And so I continue my sourdough journey. My obsession with wild yeast cultures driving me to make endless amounts of yeasty breads, cakes and buns. What’s wonderful about sourdough is that each jar of trapped culture has its own personality; smells, textures, tastes. Each needs to be fed at different times, can be both docile and energetic, a help and a hindrance. And unlike its industrial cousin – commercial yeast – it cannot be relied on. You have to check it before you add it to your mix, make sure its active and working, ready to start fermenting your dough.
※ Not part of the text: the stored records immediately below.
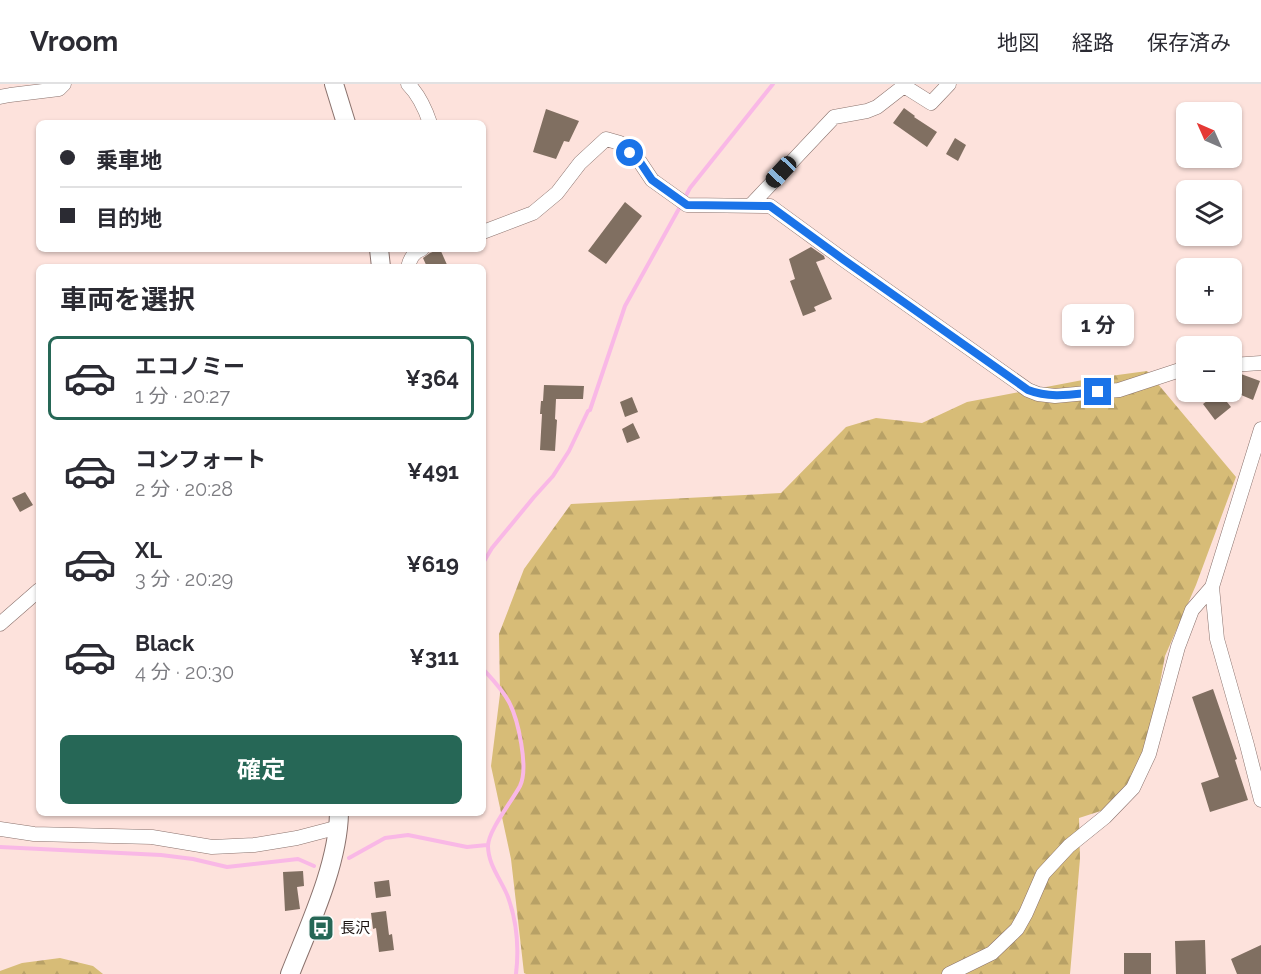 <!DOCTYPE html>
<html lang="ja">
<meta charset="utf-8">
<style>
:root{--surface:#fff;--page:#f2f2f3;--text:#2b2b33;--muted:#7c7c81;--line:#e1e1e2;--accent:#266756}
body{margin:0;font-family:Raleway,"Noto Sans JP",sans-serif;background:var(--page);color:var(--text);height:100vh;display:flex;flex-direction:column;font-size:22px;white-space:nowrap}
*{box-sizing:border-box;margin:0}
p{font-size:20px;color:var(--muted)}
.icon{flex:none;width:33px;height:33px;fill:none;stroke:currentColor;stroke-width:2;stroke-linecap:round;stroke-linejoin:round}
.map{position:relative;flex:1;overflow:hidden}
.side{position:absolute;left:36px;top:180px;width:450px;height:552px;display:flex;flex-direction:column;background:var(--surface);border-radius:9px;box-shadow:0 2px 4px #0004}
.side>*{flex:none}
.banner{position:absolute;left:36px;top:36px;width:450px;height:132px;border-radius:9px;box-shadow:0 2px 4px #0004;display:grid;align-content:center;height:132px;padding:0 24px;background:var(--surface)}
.needle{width:39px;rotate:315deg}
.fabs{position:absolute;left:1176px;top:18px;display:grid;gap:12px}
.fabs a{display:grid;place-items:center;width:66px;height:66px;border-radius:9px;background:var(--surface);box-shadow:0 2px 4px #0004;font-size:30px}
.end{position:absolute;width:27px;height:27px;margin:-14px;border:8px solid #1a73e8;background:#fff;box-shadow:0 0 0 3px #fff}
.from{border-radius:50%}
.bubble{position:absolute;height:42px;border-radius:9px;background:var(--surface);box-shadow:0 2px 4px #0004;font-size:20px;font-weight:700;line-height:42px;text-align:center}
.car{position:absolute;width:18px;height:36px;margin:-18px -9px;border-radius:8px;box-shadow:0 0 4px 2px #0007;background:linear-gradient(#222 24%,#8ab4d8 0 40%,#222 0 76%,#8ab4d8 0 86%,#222 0)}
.banner b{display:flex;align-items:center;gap:21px;height:57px;font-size:22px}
.banner b+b{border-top:2px solid var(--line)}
.banner i{width:15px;height:15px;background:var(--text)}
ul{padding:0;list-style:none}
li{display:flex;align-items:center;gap:18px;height:84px;margin:0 12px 9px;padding:0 12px;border:3px solid transparent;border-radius:9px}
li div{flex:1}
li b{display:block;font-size:22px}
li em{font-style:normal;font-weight:700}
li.selected{border-color:var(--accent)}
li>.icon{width:54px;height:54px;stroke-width:1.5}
h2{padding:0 24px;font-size:27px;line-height:72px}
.primary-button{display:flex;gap:12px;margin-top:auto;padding:12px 24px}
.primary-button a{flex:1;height:69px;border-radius:9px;background:var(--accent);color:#fff;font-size:24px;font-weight:700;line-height:69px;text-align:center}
header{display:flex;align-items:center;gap:36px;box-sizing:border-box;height:84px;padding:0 30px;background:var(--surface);border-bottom:2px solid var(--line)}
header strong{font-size:28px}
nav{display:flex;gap:33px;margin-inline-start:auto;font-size:21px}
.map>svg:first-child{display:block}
.forest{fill:url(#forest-firs)}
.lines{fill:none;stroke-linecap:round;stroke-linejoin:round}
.stream{stroke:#f9b8e6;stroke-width:4}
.building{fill:#806f61}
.minor-casing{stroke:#8a726d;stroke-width:15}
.major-casing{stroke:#8a726d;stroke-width:20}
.minor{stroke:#fff;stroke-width:14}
.major{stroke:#fff;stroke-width:18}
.route{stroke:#1a73e8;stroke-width:8}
.labels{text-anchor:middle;stroke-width:5;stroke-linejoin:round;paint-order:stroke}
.poi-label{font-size:15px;fill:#1d1412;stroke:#fff;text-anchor:start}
</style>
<header>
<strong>Vroom</strong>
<nav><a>地図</a><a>経路</a><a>保存済み</a></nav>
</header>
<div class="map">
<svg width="1261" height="890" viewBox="0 0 1261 890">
<defs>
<pattern id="forest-firs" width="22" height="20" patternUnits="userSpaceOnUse" patternTransform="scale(1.5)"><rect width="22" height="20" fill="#d7bc77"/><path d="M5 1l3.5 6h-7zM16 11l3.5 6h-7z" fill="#b8a166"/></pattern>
</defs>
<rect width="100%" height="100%" fill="#fde2dc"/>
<!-- forest -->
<path class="forest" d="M 1147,287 L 1236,393 L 1196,501 L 1165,572 L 1145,679 L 1116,722 L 1079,734 L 1080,775 L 1070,890 L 526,890 L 524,889 L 511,775 L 491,682 L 500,610 L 499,550 L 524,485 L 571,420 L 781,409 L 846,343 L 876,334 L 922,339 L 967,318 L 1088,295 Z
M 60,874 L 93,882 L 103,890 L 0,890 L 0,887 L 22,879 Z"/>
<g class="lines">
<!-- stream -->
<path class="stream" d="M 684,115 L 690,104 L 773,0
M 483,479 L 492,464 L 534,413 L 553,392 L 569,367 L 588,327 L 590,326 L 625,222 L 681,121
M 483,585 C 492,595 502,605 509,618 C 518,635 529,684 520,702 C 512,717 488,747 488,762 C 488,781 502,797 508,813 C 517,838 519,865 516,890
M 0,763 L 161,771 L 193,775 L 227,783 L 298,775 L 314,782
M 349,774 L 385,754 L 408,751 L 467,763 L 487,761"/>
</g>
<!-- building -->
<path class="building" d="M 904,24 L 915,32 L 914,33 L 937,48 L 927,63 L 893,39 Z
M 546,25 L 579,37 L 569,58 L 564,57 L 556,75 L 533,68 Z
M 955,54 L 966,61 L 958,77 L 946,70 Z
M 625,118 L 642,132 L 606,180 L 588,167 Z
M 811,163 L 824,172 L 825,175 L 816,178 L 832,215 L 814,223 L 816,227 L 803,232 L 790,197 L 795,195 L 789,175 Z
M 440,165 L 448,183 L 427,183 L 423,174 L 430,169 Z
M 1241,290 L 1260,297 L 1253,316 L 1234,308 Z
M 544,301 L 584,302 L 583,315 L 556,315 L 555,335 L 557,336 L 555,367 L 540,366 L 542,330 L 540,330 L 541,317 L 543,317 Z
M 1219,308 L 1231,323 L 1215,336 L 1203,320 Z
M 632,313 L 638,328 L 625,333 L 620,318 Z
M 633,339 L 640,354 L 627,359 L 622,345 Z
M 25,408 L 33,421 L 20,428 L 12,414 Z
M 1213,605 L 1237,675 L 1235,676 L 1248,716 L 1210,728 L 1201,699 L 1219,693 L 1192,613 Z
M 303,787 L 304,802 L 297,803 L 300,825 L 285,827 L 283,788 Z
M 389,796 L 391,812 L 376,814 L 374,798 Z
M 386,827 L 389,851 L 392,850 L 394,866 L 379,868 L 376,844 L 373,845 L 371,829 Z
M 1205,856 L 1206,890 L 1176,890 L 1175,857 Z
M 1261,861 L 1261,890 L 1237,890 L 1231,875 Z
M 1124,869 L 1151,869 L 1151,890 L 1124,890 Z"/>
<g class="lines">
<!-- minor casing -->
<g class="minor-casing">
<path id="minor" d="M 408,0 C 419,11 425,24 430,39
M 0,13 L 10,11 L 59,5 L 64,0
M 751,121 L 834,33 L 867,27 L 877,23 L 904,2 L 931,19 L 949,0
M 483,148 L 533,129 L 557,109 L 580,79 L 606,55 L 620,59 L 640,78 L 652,96 L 687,121 L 770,122 L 844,176 L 1028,306 L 1038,310 L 1055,312 L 1119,306 L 1186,284
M 408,183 C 410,175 413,168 422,165
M 1232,281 L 1261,279
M 1261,345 L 1212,503 L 1217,555 L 1247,661 L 1261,716
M 0,540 L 39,506
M 0,745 L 34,750 L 152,753 L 212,763 L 254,761 L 297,754 L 339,743
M 949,890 L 992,869 L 1017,845 L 1026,829 L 1043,790 L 1069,762 L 1105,733 L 1133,704 L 1149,670 L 1178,563 L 1192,526 L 1212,503"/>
</g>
<!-- major casing -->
<g class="major-casing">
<path id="major" d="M 334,0 L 346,39
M 379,165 L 381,183
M 290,890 C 309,842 338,781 339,729"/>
</g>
<!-- minor -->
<use href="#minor" class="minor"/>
<!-- major -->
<use href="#major" class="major"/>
</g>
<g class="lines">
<!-- route -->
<path class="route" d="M 630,69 L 640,78 L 652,96 L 687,121 L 770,122 L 844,176 L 1028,306 C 1051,315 1074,310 1098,308"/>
</g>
<!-- icons -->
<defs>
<g id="bus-square" transform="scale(1.35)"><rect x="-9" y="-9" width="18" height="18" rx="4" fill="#266756" stroke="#fff"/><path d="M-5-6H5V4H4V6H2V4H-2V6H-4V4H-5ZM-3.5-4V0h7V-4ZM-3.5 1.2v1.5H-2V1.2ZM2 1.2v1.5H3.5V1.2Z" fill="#fff"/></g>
</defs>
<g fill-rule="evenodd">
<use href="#bus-square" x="321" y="844"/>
</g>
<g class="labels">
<!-- poi labels -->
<g class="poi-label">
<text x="340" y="849">長沢</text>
</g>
</g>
</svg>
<div class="fabs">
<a><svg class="needle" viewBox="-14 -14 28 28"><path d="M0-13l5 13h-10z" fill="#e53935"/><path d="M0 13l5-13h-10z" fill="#7c7c81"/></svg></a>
<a><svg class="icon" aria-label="layers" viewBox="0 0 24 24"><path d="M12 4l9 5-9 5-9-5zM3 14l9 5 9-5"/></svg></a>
<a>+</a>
<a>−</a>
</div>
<i class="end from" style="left:630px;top:69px"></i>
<i class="end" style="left:1098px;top:308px"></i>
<div class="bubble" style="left:1062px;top:220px;width:72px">1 分</div>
<i class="car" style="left:781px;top:88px;rotate:223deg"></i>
<div class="banner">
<b><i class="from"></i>乗車地</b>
<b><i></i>目的地</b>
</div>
<section class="side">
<h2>車両を選択</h2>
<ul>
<li class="selected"><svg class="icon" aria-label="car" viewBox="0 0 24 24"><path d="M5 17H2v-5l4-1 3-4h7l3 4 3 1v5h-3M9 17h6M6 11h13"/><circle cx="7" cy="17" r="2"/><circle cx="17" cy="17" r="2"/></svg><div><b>エコノミー</b><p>1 分 · 20:27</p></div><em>¥364</em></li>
<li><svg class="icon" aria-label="car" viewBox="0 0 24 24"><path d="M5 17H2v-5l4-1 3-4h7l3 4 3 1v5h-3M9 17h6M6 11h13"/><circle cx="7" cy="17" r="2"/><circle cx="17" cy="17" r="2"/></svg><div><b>コンフォート</b><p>2 分 · 20:28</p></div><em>¥491</em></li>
<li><svg class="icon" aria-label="car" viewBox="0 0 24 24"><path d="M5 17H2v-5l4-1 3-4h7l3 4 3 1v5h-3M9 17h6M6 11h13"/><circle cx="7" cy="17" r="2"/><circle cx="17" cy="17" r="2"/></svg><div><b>XL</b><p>3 分 · 20:29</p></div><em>¥619</em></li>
<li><svg class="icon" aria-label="car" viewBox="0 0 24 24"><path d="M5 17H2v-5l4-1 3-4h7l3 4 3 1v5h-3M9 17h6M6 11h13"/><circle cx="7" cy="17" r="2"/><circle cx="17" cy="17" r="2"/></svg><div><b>Black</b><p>4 分 · 20:30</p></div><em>¥311</em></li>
</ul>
<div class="primary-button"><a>確定</a></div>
</section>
</div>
It makes each bake an adventure.
Both my cultures lie dormant in the fridge until needed – Calvin, named after the comic character not the religious nut, and Astral, my daughter named her after a character from Harry Pottter – and both have worked hard for me. I look after them, feed them, check up on them, and they do all the heavy lifting when required.
Last week I thought I’d try making a traditional German yeasted plum cake using Calvin. The recipe calls for commercial yeast but I thought I’d try and make a sourdough variation. So if you’re interested in taking a step back in time make some sourdough and get baking otherwise use commercial yeast as directed. I’ve given you both versions below.
These German Kuchens are delicious and feel free to swap out the fruit for whatever is in season. To be honest they’re not quite a cake nor are they a tart. They’re not sweet either so are perfect with a big dollop of sweetened cream for afternoon tea. We had ours after Sunday dinner. Not an appropriate time really. Next time it’ll be with a cuppa tea. This version is based on a riff David Lebovitz did on an original recipe by Luisa Weiss, author of the blog, The Wednesday Chef.
Just a note on the sourdough conversion. I was advised to approach it using a 1.2.3 formula. A 100% hydration starter = 1/6 of the dough. So if you’re converting any yeast recipe you simply add up the total liquid and flour and divide by 6. This gives you the starter amount. You then divide starter (its only flour and water) by two and subtract those amounts from existing liquid and flour in recipe. And off you go. And remember sourdough takes longer to work its magic so be prepared to give your dough more time to rise. Does that make sense? If not you can always google an alternative explanation or reach for the fast action yeast in your cupboard.
Dough and plum topping
225g (195g if using sourdough) flour
2 teaspoons active dry yeast, 14g fresh yeast, crumbled or 60g 100% hydration sourdough
125ml (95ml if using sourdough) whole milk, divided
3 tablespoons sugar
1 large egg yolk
3 tablespoons melted butter, cooled to room temperature
pinch of salt
grated zest of one lemon
700g Italian prune plums, pitted and quartered (or whatever is in season)
50g sliced almonds
70g light brown sugar
2 tablespoons granulated sugar
1 teaspoon ground cinnamon
55g unsalted butter, cubed, cold
Butter a 23cm springform pan.
Add the flour to a mixing bowl and make a well. Add the yeast and half the milk as well as 3 tablespoons of sugar. Mix the liquid ingredients with a spatula, incorporating just enough of the flour to make a wet paste. Let sit for 15 minutes or up to 30 if you’re using sourdough.
Stir in the remaining milk, egg yolk, 3 tablespoons of melted butter, salt, and lemon zest and mix everything together well. Knead the dough on a lightly floured surface until smooth. Shape the dough into a smooth ball and put in the buttered cake pan. Cover with a kitchen towel and let rise in a warm place for 1 hour, until doubled. In the case of sourdough this will take longer so keep an eye on it.
While your dough is rising, make the streusel topping by putting the almonds, flour, sugars, cinnamon and salt into a food processor and pulse until the almonds are broken up. Add the butter and salt and process until the mixture first becomes granular and then begins to clump together. It takes a few minutes so don’t panic. It will clump.
When your dough has risen use your fingers to smooth it across the bottom of the pan and about a 3cm rim up the sides. Place concentric rounds of prune plum wedges over the dough, within the rim, pushing them close together.
Strew about 120g of streusel topping over the top – and be generous I was a bit mean thinking it was going to be overly sweet and held back. The result was a tart tart. Let the dough rise for at 20 minutes. Preheat the oven to 350ºF (180ºC).
Bake the tart for 45 – 55 minutes or until the streusel topping is golden brown. Remove from the oven and let cool.
This is the kind of cake/tart/whatever that’s best served and eaten on the same day. Next day at the latest so if there’s spare going take it next door.